When preparing a tax return for an Independent Practice Association (IPA) the largest expense is generally purchased medical services. A significant amount of the purchased medical services expense is the Incurred But Not Reported (IBNR) liability. There are two methods used to deduct purchased medical services associated with IBNR.
If the IPA accepts full risk capitated contracts to provide health care services to a significant number of health plan enrollees, IBNR can be estimated and deducted by filing under Internal Revenue Code Section (IRC) 832 as an Insurance Company. The essence of this is if an IPA has the characteristics of an insurance company, the IRC allows estimated IBNR as a deduction.
The second method IPA’s can use to calculate and deduct IBNR is the “Recurring Item Exception” found in IRC 461(h)(3). This states that an item is treated as being incurred during the year if (1) the “all events test” is met during the year; (2) “economic performance” occurs within the shorter of a reasonable period of time after the close of the year end, or within eight and one half months after the close of the year; (3) the item is recurring in nature; (4) the taxpayer treats all similar items consistently and (5) the amount is immaterial or the accrual of the item results in a more proper matching of expense with revenue.
Let’s examine the significant recurring item exception requirements and compare them to IBNR. First, does IBNR meet the “All Events Test” standard? The all events test standard says that a liability can be deducted when all the events have occurred which determine the fact of the liability and, the amount can be determined with reasonable accuracy. For IBNR, what determines the fact and amount of the liability? According to U.S. vs. General Dynamics Corp., (1987, S Ct.) a medically self-insured corporation could not deduct a reserve for claims submitted, but not processed (IBNR). In this case the Court held that the all events test was not met because the final liability was not owed until the claim was received. Since the corporation could not prove what claims were received but not paid, the Court disallowed the IBNR reserve deduction.
So, after General Dynamics, is there a way for IBNR to satisfy the all events test? In today’s IPAs, IBNR liability is generally calculated monthly and involves analysis of a claims lag report. It is an estimate, based on historical assumptions, that claims submission patterns will be similar month to month and year to year. If an IPA bases its IBNR reserve deduction on extrapolating a claims lag analysis, there probably is an issue similar to that of General Dynamics; there is no proof that the claims were received and the all events test would not be met. If however, the IPA bases it’s IBNR deduction on actual claims filed and paid subsequent to the year end, the all events test should be met.

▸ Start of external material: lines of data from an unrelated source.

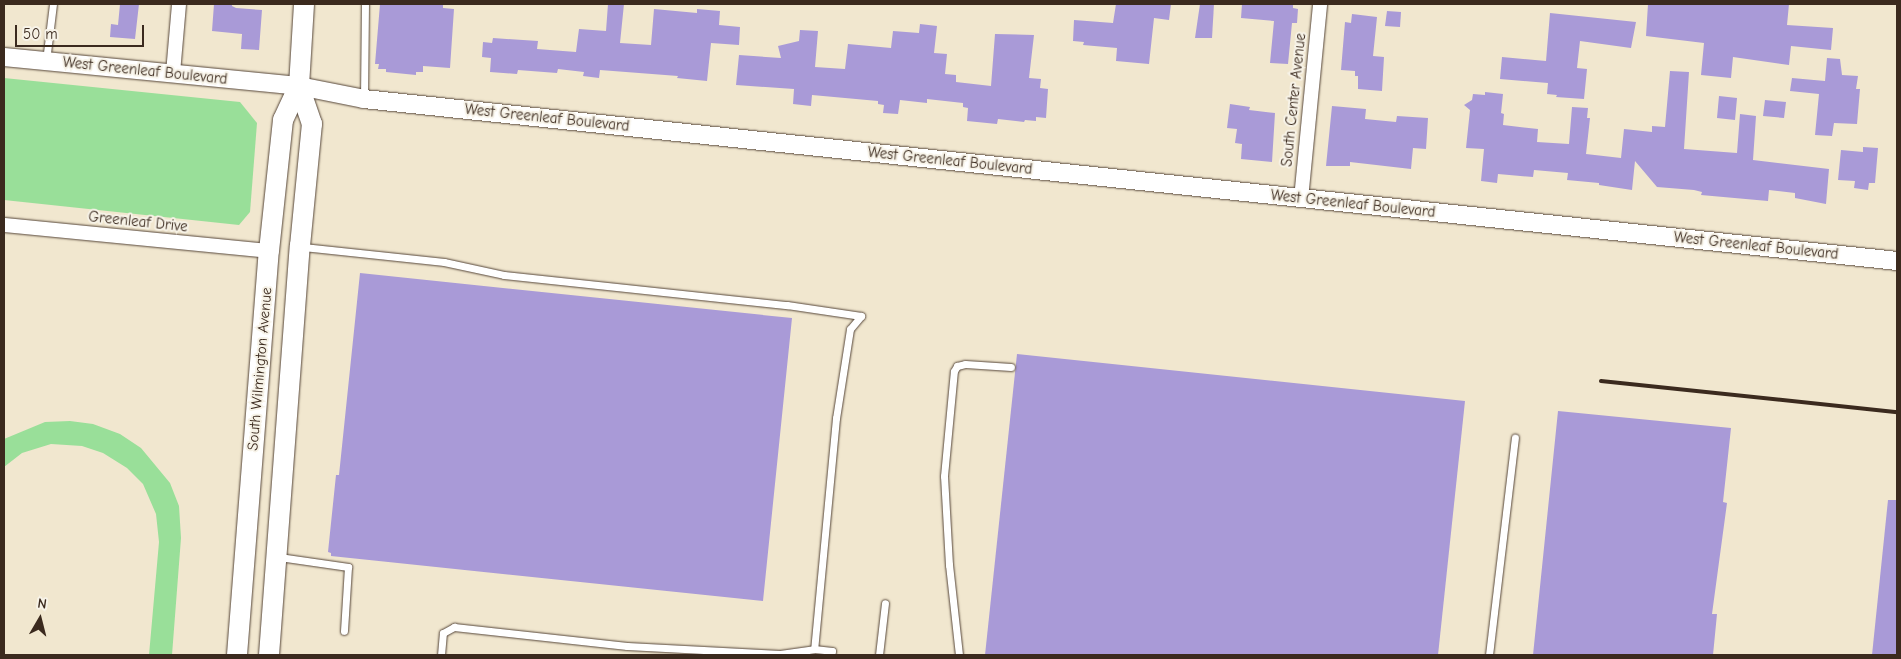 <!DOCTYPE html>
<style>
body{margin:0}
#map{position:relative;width:1901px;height:659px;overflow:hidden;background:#f1e7cf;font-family:"Comic Neue",sans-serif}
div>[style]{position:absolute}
.green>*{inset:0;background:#99df99}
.building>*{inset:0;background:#a99ad7}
.roads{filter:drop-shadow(0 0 1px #564639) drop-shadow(0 0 1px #564639)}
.service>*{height:7px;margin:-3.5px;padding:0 3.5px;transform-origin:3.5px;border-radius:3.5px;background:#fff}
.minor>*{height:14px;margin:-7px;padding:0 7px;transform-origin:7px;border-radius:7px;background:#fff}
.tertiary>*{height:18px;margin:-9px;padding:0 9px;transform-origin:9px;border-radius:9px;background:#fff}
.secondary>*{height:20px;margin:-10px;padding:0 10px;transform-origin:10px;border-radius:10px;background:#fff}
.rail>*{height:4px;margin:-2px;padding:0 2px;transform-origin:2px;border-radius:2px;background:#3b2a1e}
span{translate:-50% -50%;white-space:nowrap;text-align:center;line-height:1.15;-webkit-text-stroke:4px #f7f3e8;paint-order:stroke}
.street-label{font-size:15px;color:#3b2a1e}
.frame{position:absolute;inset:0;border:5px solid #3b2a1e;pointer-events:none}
.north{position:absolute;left:15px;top:594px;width:50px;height:50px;-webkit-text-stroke:4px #f7f3e8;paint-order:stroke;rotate:8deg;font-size:14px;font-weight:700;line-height:20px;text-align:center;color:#3b2a1e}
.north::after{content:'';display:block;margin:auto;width:18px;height:22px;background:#3b2a1e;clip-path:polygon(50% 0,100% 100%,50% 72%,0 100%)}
.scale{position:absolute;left:15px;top:25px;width:129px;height:22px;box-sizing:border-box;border:2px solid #3b2a1e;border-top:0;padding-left:6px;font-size:15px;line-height:18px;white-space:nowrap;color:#3b2a1e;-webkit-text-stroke:4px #f7f3e8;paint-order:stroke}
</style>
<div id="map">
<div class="green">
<i style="clip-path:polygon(4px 78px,240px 102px,257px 123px,250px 212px,239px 225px,4px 200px)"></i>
<i style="clip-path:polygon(70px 421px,93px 424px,120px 434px,141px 448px,170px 483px,179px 506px,181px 538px,172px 655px,149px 655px,159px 542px,156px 514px,143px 484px,127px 468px,103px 453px,82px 446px,51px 444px,22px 453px,4px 467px,4px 439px,45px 422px)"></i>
</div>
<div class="building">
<i style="clip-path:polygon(120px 4px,139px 4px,135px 39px,110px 37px,111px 24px,118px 25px)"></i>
<i style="clip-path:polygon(214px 4px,232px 4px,232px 6px,236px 8px,262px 10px,259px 50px,241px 49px,242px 34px,212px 31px)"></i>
<i style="clip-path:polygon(380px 4px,443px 4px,443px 8px,454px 9px,450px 68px,423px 66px,423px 72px,416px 72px,416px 75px,386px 72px,386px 69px,378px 69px,379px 64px,375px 64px)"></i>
<i style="clip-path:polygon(608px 4px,624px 4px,620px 43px,651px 45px,654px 9px,697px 13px,697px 9px,720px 11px,719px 25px,740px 27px,739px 45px,711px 43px,707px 81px,677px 78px,678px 76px,600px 70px,599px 78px,583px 76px,584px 72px,558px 69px,557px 73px,518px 70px,517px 74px,490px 72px,491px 58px,482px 57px,483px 42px,492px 43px,493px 38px,538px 41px,537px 49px,576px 52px,579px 29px,606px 31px)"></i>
<i style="clip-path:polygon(1116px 4px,1171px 4px,1169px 20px,1154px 18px,1149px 64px,1116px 61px,1117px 48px,1083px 45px,1084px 42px,1073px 41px,1074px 20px,1113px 23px)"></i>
<i style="clip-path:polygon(1200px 4px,1214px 4px,1212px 38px,1195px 38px)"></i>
<i style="clip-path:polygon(1242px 4px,1293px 4px,1293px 8px,1298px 9px,1297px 23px,1292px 23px,1288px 64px,1270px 63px,1274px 21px,1241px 18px)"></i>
<i style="clip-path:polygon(1648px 4px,1789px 4px,1787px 25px,1833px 28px,1831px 50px,1791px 46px,1789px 65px,1733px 57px,1731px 78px,1701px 75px,1704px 43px,1646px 36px)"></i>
<i style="clip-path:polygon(1387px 11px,1401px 12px,1400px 27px,1385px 26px)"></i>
<i style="clip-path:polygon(1550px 13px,1636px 22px,1631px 48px,1580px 41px,1577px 68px,1587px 69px,1584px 99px,1556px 97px,1557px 95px,1547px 94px,1548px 83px,1500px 79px,1502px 57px,1546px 61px)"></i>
<i style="clip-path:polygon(1352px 14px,1377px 17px,1373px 56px,1384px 57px,1382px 91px,1358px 89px,1358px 76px,1355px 76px,1355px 71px,1341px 70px,1345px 22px,1351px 23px)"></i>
<i style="clip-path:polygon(920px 24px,937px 26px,934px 53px,947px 54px,945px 74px,956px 75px,956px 82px,991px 86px,995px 34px,1034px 35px,1029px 78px,1041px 79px,1040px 88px,1048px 89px,1046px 118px,1036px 117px,1036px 121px,1025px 120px,1024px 122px,998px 119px,997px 124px,967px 121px,968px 108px,963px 107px,963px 103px,927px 99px,927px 103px,900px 100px,898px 114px,883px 113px,884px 105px,878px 104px,878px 101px,812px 95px,811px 106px,793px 104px,794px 89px,736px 85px,739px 55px,781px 58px,778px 46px,799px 41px,800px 30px,818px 31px,815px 67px,845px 69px,848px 44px,891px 48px,893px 31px,919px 33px)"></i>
<i style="clip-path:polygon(1827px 58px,1840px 59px,1842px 75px,1858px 76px,1856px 89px,1860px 89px,1857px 124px,1834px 123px,1832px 136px,1815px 135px,1819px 94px,1790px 91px,1792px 78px,1825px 81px)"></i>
<i style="clip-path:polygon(1670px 71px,1689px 72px,1684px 149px,1737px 153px,1740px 114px,1756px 116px,1753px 160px,1829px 169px,1826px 204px,1795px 198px,1795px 193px,1769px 190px,1768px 201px,1701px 195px,1702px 192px,1694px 190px,1657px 187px,1635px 161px,1632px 190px,1599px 185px,1599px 183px,1567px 180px,1568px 173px,1534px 170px,1533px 177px,1498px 174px,1497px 183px,1481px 181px,1484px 149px,1466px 148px,1470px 110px,1464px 105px,1472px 100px,1473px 94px,1485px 95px,1485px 92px,1503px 94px,1501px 113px,1504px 114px,1503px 125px,1538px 129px,1537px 142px,1569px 144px,1572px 107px,1588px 108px,1587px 118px,1590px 118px,1586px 154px,1621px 158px,1624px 129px,1652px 132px,1652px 126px,1665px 127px)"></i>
<i style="clip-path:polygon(1719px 96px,1737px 98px,1735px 120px,1717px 118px)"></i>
<i style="clip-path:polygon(1765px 100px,1786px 102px,1784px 118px,1763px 116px)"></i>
<i style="clip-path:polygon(1230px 104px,1250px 107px,1249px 110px,1275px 113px,1272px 162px,1241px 159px,1242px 144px,1235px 143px,1237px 129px,1227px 128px)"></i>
<i style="clip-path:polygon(1332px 106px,1366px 109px,1365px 119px,1396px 122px,1397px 116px,1428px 118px,1426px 149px,1413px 148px,1411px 169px,1350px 162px,1350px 166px,1326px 166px)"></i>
<i style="clip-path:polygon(1863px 147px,1878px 148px,1875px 183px,1869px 183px,1868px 190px,1854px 188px,1855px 181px,1838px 180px,1841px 150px,1863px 152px)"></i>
<i style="clip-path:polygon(360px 273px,792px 318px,763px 601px,331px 556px,331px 553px,328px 552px,336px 475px,339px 475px)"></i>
<i style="clip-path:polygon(1017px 354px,1465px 401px,1438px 655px,985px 655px)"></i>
<i style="clip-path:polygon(1558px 411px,1731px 428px,1723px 502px,1727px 503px,1712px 614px,1717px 614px,1713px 655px,1533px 655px)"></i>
<i style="clip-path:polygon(1888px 500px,1897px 500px,1897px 655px,1872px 655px)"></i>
</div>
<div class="roads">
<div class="service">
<i style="left:46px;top:61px;width:57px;rotate:-83deg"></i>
<i style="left:364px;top:98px;width:94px;rotate:-89.4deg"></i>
<i style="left:303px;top:247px;width:142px;rotate:6.1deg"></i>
<i style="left:444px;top:262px;width:61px;rotate:12.2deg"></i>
<i style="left:504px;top:275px;width:285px;rotate:6.1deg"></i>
<i style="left:787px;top:305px;width:75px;rotate:8.5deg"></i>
<i style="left:861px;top:316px;width:17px;rotate:130deg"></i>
<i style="left:850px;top:329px;width:90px;rotate:98.9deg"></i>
<i style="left:836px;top:418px;width:232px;rotate:95.4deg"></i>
<i style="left:279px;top:557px;width:70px;rotate:8.2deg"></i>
<i style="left:348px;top:567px;width:64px;rotate:93.6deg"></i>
<i style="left:441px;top:655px;width:22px;rotate:-85deg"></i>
<i style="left:443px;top:633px;width:13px;rotate:-29deg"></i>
<i style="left:454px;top:627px;width:174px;rotate:6.3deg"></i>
<i style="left:627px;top:646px;width:153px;rotate:3deg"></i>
<i style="left:780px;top:654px;width:34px;rotate:-8deg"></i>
<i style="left:814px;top:649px;width:18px;rotate:6deg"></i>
<i style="left:832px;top:651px;width:4px;rotate:104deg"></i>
<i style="left:879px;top:655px;width:52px;rotate:-83.4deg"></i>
<i style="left:959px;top:655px;width:91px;rotate:-96.3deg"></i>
<i style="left:949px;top:565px;width:89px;rotate:-93.2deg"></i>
<i style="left:944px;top:476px;width:105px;rotate:-84.6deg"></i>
<i style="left:954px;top:371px;width:6px;rotate:-59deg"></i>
<i style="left:957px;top:366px;width:8px;rotate:-14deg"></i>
<i style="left:965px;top:364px;width:46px;rotate:3.7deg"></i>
<i style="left:1489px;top:655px;width:219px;rotate:-83.2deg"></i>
</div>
<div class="minor">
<i style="left:173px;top:73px;width:69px;rotate:-85deg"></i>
<i style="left:1301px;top:199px;width:196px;rotate:-84.4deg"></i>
<i style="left:4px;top:225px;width:266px;rotate:5.6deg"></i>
</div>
<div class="tertiary">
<i style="left:4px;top:57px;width:296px;rotate:5.6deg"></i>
<i style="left:299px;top:86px;width:66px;rotate:11.3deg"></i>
<i style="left:364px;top:99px;width:1542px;rotate:6.03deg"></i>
</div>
<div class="secondary">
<i style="left:237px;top:655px;width:405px;rotate:-85.5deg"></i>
<i style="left:269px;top:251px;width:132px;rotate:-83.9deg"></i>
<i style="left:283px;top:120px;width:38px;rotate:-65deg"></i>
<i style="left:299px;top:86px;width:82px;rotate:-86.5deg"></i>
<i style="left:269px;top:655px;width:410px;rotate:-85.7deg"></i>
<i style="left:300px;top:246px;width:123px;rotate:-84.4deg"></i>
<i style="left:312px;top:124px;width:40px;rotate:-108.9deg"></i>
</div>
</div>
<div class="rail">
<i style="left:1601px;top:381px;width:298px;rotate:6deg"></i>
</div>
<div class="street-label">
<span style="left:145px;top:71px;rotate:6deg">West Greenleaf Boulevard</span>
<span style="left:1294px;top:100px;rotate:-84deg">South Center Avenue</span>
<span style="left:547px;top:118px;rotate:6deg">West Greenleaf Boulevard</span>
<span style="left:950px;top:161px;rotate:6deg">West Greenleaf Boulevard</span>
<span style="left:1353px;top:204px;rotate:6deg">West Greenleaf Boulevard</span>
<span style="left:138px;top:222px;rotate:6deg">Greenleaf Drive</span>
<span style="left:1756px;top:246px;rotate:6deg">West Greenleaf Boulevard</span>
<span style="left:260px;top:369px;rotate:-85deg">South Wilmington Avenue</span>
</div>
<div class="frame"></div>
<div class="north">N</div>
<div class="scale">50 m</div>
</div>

How about IBNR and the economic performance test? The definition of economic performance is that it occurs as services are provided. When management calculates IBNR, has “economic performance” occurred? I would answer, yes, because one of the basic assumptions that must be made when calculating IBNR, is that medical services have been provided. So IBNR should pass the economic performance test portion of the recurring item exception.
Let’s briefly touch the third and fourth requirement in IRC 461(h)(3) that require items to be recurring in nature and have like items be consistently treated. What is the essence of IBNR? It is an estimate of a liability that is comprised of medical provider claims for services rendered. Are these claims recurring in nature? I believe the IRS would take that position as the IPA pays claims for the same and similar medical services month in and month out. What about consistent accounting and tax treatment of the claims? They should all be charged to a medical expense account of some kind. The IRS should concur that they are consistently treated claims.
The fifth and final requirement of the recurring item exception is the amount of the liability must either be immaterial or the accrual of the item would result in better matching of expense with revenue. IBNR is generally not immaterial and would not qualify under the first half of the requirement. What about matching of expense with revenue? If one looks at IBNR, what is management trying to do? They are matching medical services provided with capitation revenue received. Additionally, IRC 461(h)(3)(B) says that when determining whether the item should be accrued under the matching principle financial statement treatment shall be taken into account. As a result, if the IPA’s financial statements treat IBNR as an expense it should be allowed as an expense under the recurring item exception.
In summary, if an IBNR calculation is an estimate, it should only be deducted by IPAs filing under IRC Section 832 as insurance companies. However, using the recurring item exception under IRC Section 461(h)(3), IPA’s should be able to deduct amounts for services provided during the fiscal year which are paid within eight and one half months of the year end. In effect, deducting IBNR on an actual basis. To use the recurring item exception there should be sufficient documentation to support the claimed deduction. The minimum documentation I recommend is a claims lag report that is run as close as possible to the extended filing date of the IPA’s tax return. Additionally, the IPA must use the accrual method of accounting.